Nothing lifechanging stands out from the rest of the other Wrestlemanias.

Wrestlemania 8, on the other hand, was memorable. Maybe not for all of the best reasons.

Months before at the Royal Rumble, Ric Flair won the championship by eliminating Hogan. You'd think that they would build toward having those two headline Wrestlemania. After all, they were the two biggest wrestlers of all-time at that time.

Perfect, right?

Nope.

They split them up into two separate matches. Flair fought Savage, in a very good match. Hogan fought Sid Justice in a God awful match. It was so horrible it couldn't even have a proper end. There was an awkward DQ that made no sense and then Papa Shango came out for some unknown reason. Yes, it did bring Warrior back, but wow it was obviously a stinker.

The undercard was mostly fantastic though. Shawn Michaels, who had just turned into a bad guy and went solo, took on Santana. Great match that showed Michaels could be a future World Champion.

Bret Hart also burst onto the solo scene by defeating Roddy Piper for the Intercontinental Championship. Probably one of Piper's greatest performances as a wrestler.

And the Undertaker continued his streak by defeating Jake "The Snake" Roberts.

If Wrestlemania 8 had some good and bad moments, Wrestlemania 9 set out to be different.

Just too bad it was different alright. Maybe one of the worst Wrestlemanias of all-time.

First it was at Caesar's Palace, outside in Las Vegas. So they decided to do a toga theme. Yes, they put the greatest announcer of all-time, Jim Ross, in a toga. That alone makes it horrible.

The matches didn't help. There was two DQ and one count out endings. For the Super Bowl of wrestling, matches need pins or submissions, not lame finishes.

Undertaker's streak always has an asterisk because of his DQ win over The Giant Gonzales. Just Google that one.

Even The Steiner Brothers couldn't save the PPV. Lex Lugar fought Mr. Perfect in a decent match, but lumped together with the rest it was forgotten.

But, Hogan's ego tried. First he wrestled in a horrible tag team match, then after Bret Hart lost the championship to Yokozuna, he came out, challenged Yoko and then won the title.

Yokozuna held the title for a matter of minutes.

I remember, even then, thinking it was lame. Years later it still is.

Could the tenth anniversary of Wrestlemania be any different?

Overall? Heck yeah.

Two matches alone, even to this day, are considered classics.

The opening match between brothers Owen and Bret Hart was amazing. Twenty minutes of "this is how it should be done" wrestling. What is sad is that everyone thought Owen was headed to an eventual World Championship run.

The other match is one of the greatest ladder matches of all-time between Michaels and Razor Ramon. People watched that match and were amazed at what could be done in the ring with that ladder.
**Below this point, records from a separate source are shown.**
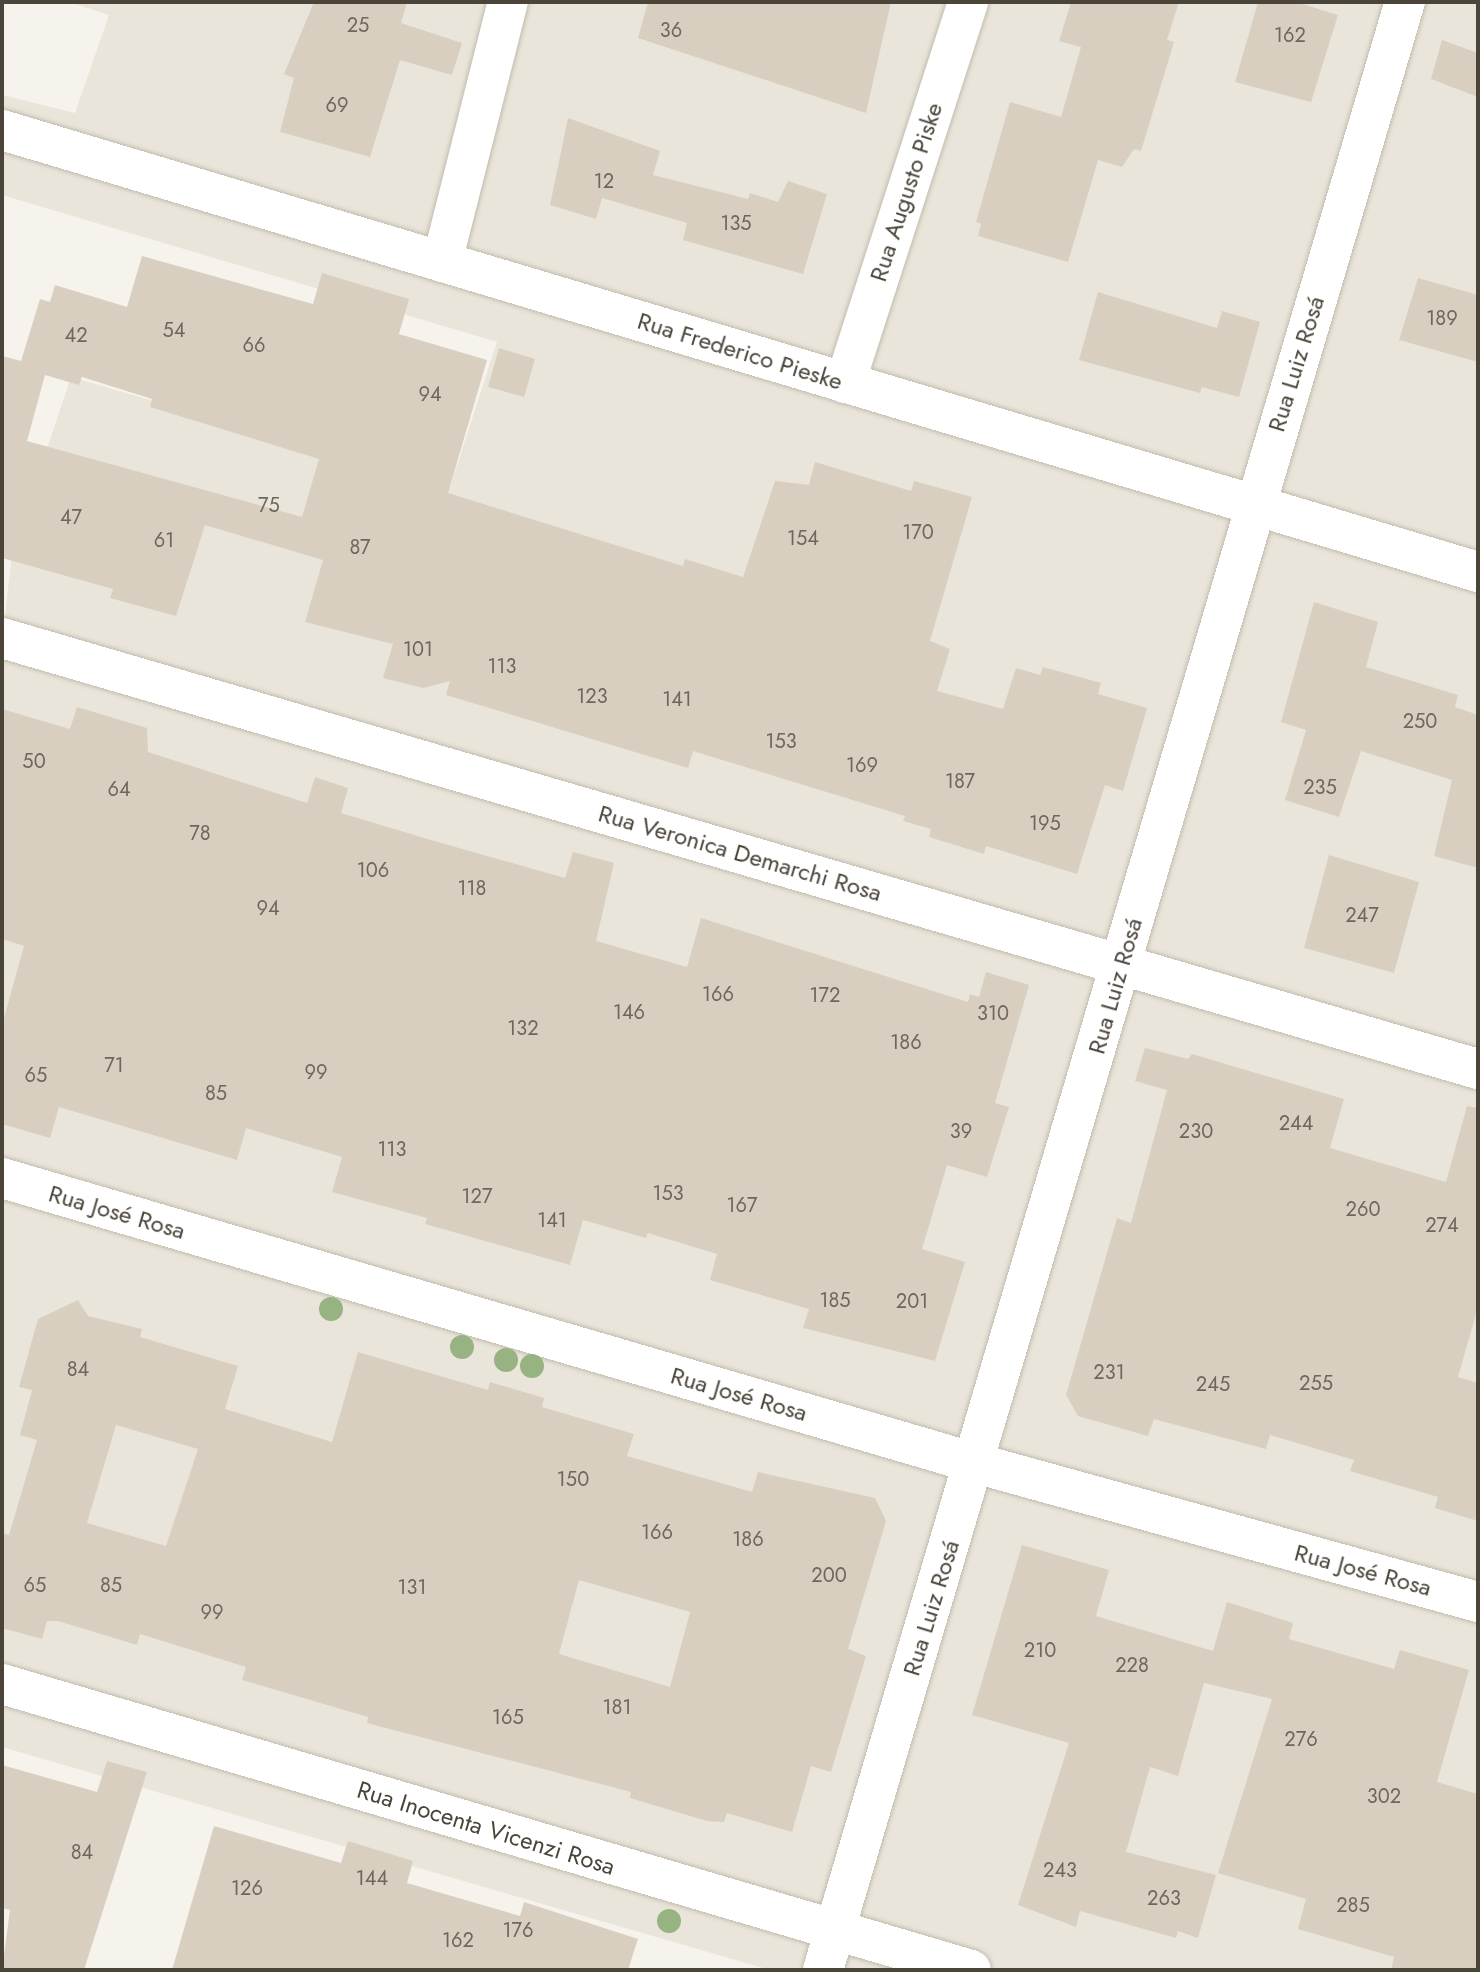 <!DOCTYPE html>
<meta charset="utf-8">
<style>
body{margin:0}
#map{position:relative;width:1480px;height:1972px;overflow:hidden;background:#f6f3ec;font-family:Jost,sans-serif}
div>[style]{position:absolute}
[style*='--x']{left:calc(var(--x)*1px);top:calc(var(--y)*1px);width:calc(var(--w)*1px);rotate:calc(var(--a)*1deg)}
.residential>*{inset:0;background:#eae5da}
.building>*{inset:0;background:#d8cfc1}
.roads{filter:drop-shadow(0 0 2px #c2bbae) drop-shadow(0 0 2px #c2bbae)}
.street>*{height:40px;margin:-20px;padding:0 20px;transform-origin:20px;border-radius:20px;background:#fff}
.trees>*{width:24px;height:24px;margin:-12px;border-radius:50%;background:#97b381}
span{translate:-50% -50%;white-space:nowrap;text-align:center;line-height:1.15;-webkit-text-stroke:6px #fff;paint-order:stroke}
.number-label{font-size:20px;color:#6e675b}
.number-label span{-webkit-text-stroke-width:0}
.street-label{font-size:24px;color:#4b4439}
.frame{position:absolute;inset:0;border:4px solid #4b4439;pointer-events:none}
</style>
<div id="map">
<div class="residential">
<i style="clip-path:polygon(69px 2px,1478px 2px,1478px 1970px,770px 1970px,2px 1747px,2px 643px,12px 553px,71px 377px,450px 487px,497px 342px,2px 195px,2px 95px,75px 113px,109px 15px)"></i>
</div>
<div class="building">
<i style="clip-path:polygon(314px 2px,407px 2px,401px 23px,462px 43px,452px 75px,400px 60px,370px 157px,280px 132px,294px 78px,284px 74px)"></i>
<i style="clip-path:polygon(648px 2px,891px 2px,866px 113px,638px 38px)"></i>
<i style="clip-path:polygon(1071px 2px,1179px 2px,1167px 40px,1174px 42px,1141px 151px,1134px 149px,1122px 167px,1098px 160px,1068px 262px,978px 236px,981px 224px,976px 222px,1010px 102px,1061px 117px,1081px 47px,1059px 41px)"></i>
<i style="clip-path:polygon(1258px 2px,1296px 2px,1338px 15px,1311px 102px,1235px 82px)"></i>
<i style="clip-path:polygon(1442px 40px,1478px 53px,1478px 97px,1431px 79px)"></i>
<i style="clip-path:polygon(568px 118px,660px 151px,653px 175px,748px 199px,750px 193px,778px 202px,788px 181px,827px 194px,803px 274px,683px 240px,687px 223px,602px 198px,596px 219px,550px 205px)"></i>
<i style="clip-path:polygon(evenodd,142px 256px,313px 304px,322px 273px,409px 299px,399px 334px,487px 360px,448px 493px,683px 566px,685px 559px,743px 577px,775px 481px,809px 485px,815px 462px,911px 491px,914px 481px,972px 497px,930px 641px,950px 649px,937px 691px,1003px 709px,1016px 668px,1040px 675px,1043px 667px,1101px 683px,1098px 694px,1147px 708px,1123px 791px,1105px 785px,1077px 874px,986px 846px,984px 854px,929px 837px,931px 829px,903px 821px,905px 816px,693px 751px,688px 768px,446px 695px,450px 681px,423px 688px,383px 678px,393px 644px,305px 622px,323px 560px,205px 525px,176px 616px,110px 598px,113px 589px,2px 558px,2px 356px,21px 361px,40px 299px,50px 302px,55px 285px,127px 307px,142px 256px,45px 375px,79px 385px,82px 377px,152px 399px,150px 407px,319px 459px,302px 517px,27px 441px,45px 375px)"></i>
<i style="clip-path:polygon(1418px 278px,1478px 295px,1478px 362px,1399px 340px)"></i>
<i style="clip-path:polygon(1098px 292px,1217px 328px,1222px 311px,1260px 322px,1239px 397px,1202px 387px,1200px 393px,1079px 360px)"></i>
<i style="clip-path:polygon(499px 348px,535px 359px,524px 397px,488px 387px)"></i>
<i style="clip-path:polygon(1314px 602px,1378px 622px,1366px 667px,1458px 695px,1455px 707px,1478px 715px,1478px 868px,1434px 856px,1452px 780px,1361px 751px,1339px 817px,1285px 800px,1306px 730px,1281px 722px)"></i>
<i style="clip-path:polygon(77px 707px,147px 728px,148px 752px,307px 803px,315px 777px,348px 788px,341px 813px,431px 840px,565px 878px,573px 852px,614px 863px,596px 941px,687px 967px,701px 918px,968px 1002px,970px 994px,979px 997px,986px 972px,1029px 985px,995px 1103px,1009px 1107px,987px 1177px,947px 1165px,922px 1249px,965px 1262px,935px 1361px,803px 1328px,809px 1309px,710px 1280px,717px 1254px,648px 1233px,646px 1238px,583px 1220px,570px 1265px,425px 1224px,427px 1218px,332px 1192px,342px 1157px,246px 1128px,237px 1160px,59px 1107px,50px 1138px,2px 1124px,2px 1025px,24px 946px,2px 939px,2px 709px,70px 729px)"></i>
<i style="clip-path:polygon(1329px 855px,1419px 882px,1394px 973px,1304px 948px)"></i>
<i style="clip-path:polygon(1145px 1048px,1188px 1059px,1192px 1054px,1344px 1099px,1330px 1148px,1446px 1182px,1467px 1106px,1478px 1108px,1478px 1307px,1458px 1377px,1478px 1383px,1478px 1521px,1435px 1508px,1438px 1497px,1350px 1471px,1354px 1460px,1270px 1435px,1266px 1449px,1154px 1419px,1148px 1436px,1078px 1416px,1066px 1395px,1117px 1218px,1131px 1223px,1167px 1090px,1135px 1081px)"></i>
<i style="clip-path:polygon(evenodd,78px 1300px,88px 1316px,142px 1329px,140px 1337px,238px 1366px,225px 1409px,332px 1442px,358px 1352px,488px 1390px,490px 1382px,544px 1398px,542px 1407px,634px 1434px,627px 1456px,752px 1492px,758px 1472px,875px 1498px,886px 1521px,848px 1649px,866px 1656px,831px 1772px,811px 1766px,792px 1832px,727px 1813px,724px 1822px,707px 1821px,630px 1798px,631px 1792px,367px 1723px,368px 1717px,242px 1680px,246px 1667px,140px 1634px,137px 1645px,58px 1621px,47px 1621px,42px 1639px,2px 1628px,2px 1533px,9px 1535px,37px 1440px,20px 1435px,32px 1390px,19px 1387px,38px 1319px,78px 1300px,116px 1425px,198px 1449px,166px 1546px,87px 1523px,116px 1425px,78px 1300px,579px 1580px,690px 1612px,670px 1687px,559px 1654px,579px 1580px)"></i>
<i style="clip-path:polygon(1022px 1545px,1109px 1570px,1096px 1616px,1213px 1651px,1227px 1602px,1293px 1623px,1289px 1639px,1394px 1669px,1400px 1650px,1469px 1670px,1437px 1782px,1478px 1794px,1478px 1970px,1391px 1970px,1394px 1957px,1298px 1929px,1306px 1899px,1218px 1873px,1272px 1699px,1204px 1683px,1178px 1776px,1150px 1767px,1126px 1852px,1216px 1875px,1198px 1938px,1178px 1931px,1176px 1938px,1080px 1911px,1076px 1927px,1018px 1905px,1069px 1743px,972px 1715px)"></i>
<i style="clip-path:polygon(107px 1761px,147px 1772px,84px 1970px,2px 1970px,10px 1910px,2px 1908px,2px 1765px,97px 1792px)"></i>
<i style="clip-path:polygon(214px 1826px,341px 1863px,348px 1841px,413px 1861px,407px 1883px,520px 1916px,524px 1902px,638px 1939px,628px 1970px,172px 1970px)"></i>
</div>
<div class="roads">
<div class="street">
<i style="--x:2;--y:130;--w:1541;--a:16.67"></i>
<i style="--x:442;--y:262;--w:268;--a:-75.8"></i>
<i style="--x:845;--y:383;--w:400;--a:-72.1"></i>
<i style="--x:2;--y:638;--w:1538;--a:16.28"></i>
<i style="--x:2;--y:1178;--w:1014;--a:16.33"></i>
<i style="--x:975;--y:1463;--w:522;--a:15.45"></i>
<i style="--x:2;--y:1684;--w:1010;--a:16.44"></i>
<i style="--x:823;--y:1970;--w:2052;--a:-73.53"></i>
</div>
</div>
<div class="trees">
<i style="left:331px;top:1309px"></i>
<i style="left:462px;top:1347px"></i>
<i style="left:506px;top:1360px"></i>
<i style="left:532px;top:1366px"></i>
<i style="left:669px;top:1921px"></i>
</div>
<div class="number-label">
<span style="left:358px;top:25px">25</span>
<span style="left:671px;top:30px">36</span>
<span style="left:1290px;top:35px">162</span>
<span style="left:337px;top:105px">69</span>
<span style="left:604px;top:181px">12</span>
<span style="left:736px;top:223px">135</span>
<span style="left:1442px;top:318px">189</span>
<span style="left:174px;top:330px">54</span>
<span style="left:76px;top:335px">42</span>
<span style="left:254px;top:345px">66</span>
<span style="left:430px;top:394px">94</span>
<span style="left:269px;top:505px">75</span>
<span style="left:71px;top:517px">47</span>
<span style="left:918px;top:532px">170</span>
<span style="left:803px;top:538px">154</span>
<span style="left:164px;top:540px">61</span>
<span style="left:360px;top:547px">87</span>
<span style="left:418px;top:649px">101</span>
<span style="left:502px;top:666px">113</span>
<span style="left:592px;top:696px">123</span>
<span style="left:677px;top:699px">141</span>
<span style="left:1420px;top:721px">250</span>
<span style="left:781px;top:741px">153</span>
<span style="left:34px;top:761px">50</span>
<span style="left:862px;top:765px">169</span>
<span style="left:960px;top:781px">187</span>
<span style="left:1320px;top:787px">235</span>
<span style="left:119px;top:789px">64</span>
<span style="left:1045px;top:823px">195</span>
<span style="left:200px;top:833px">78</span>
<span style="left:373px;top:870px">106</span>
<span style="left:472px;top:888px">118</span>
<span style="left:268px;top:908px">94</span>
<span style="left:1362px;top:915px">247</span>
<span style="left:718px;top:994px">166</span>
<span style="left:825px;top:995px">172</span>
<span style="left:629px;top:1012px">146</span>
<span style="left:993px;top:1013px">310</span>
<span style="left:523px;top:1028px">132</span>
<span style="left:906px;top:1042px">186</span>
<span style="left:114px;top:1065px">71</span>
<span style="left:316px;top:1072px">99</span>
<span style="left:36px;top:1075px">65</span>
<span style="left:216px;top:1093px">85</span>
<span style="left:1296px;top:1123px">244</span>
<span style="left:961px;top:1131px">39</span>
<span style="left:1196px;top:1131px">230</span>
<span style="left:392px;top:1149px">113</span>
<span style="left:668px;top:1193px">153</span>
<span style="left:477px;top:1196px">127</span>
<span style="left:742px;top:1205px">167</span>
<span style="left:1363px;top:1209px">260</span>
<span style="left:552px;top:1220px">141</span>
<span style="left:1442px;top:1225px">274</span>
<span style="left:835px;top:1300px">185</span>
<span style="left:912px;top:1301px">201</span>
<span style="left:78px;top:1369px">84</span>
<span style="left:1109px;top:1372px">231</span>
<span style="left:1316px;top:1383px">255</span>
<span style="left:1213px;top:1384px">245</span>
<span style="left:573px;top:1479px">150</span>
<span style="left:657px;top:1532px">166</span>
<span style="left:748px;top:1539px">186</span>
<span style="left:829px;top:1575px">200</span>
<span style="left:35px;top:1585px">65</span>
<span style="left:111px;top:1585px">85</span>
<span style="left:412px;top:1587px">131</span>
<span style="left:212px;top:1612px">99</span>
<span style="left:1040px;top:1650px">210</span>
<span style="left:1132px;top:1665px">228</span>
<span style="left:617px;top:1707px">181</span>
<span style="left:508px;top:1717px">165</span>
<span style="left:1301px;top:1739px">276</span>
<span style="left:1384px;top:1796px">302</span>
<span style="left:82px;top:1852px">84</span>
<span style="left:1060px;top:1870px">243</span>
<span style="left:372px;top:1878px">144</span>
<span style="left:247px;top:1888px">126</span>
<span style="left:1164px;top:1898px">263</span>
<span style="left:1353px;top:1905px">285</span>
<span style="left:518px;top:1930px">176</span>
<span style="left:458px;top:1940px">162</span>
</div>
<div class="street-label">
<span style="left:906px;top:192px;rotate:-72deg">Rua Augusto Piske</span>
<span style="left:740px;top:351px;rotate:17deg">Rua Frederico Pieske</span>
<span style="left:1296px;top:364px;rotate:-73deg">Rua Luiz Rosá</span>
<span style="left:740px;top:853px;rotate:16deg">Rua Veronica Demarchi Rosa</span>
<span style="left:1115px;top:986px;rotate:-74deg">Rua Luiz Rosá</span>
<span style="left:117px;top:1212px;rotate:16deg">Rua José Rosa</span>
<span style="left:739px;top:1394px;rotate:16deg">Rua José Rosa</span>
<span style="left:1363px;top:1570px;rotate:15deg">Rua José Rosa</span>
<span style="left:931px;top:1608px;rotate:-73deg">Rua Luiz Rosá</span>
<span style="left:486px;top:1828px;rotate:17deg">Rua Inocenta Vicenzi Rosa</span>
</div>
<div class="frame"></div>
</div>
Bret Hart may have lost to his brother early on, but ended the evening on a good note by winning the World Title from Yokozuna. Hart proved he was the best in the business by wrestling more than 30 minutes in two different matches that night.

Overall some good matches, but nothing comes close to touching the Michaels/Ramon ladder match as the best match of this group of Wrestlemanias.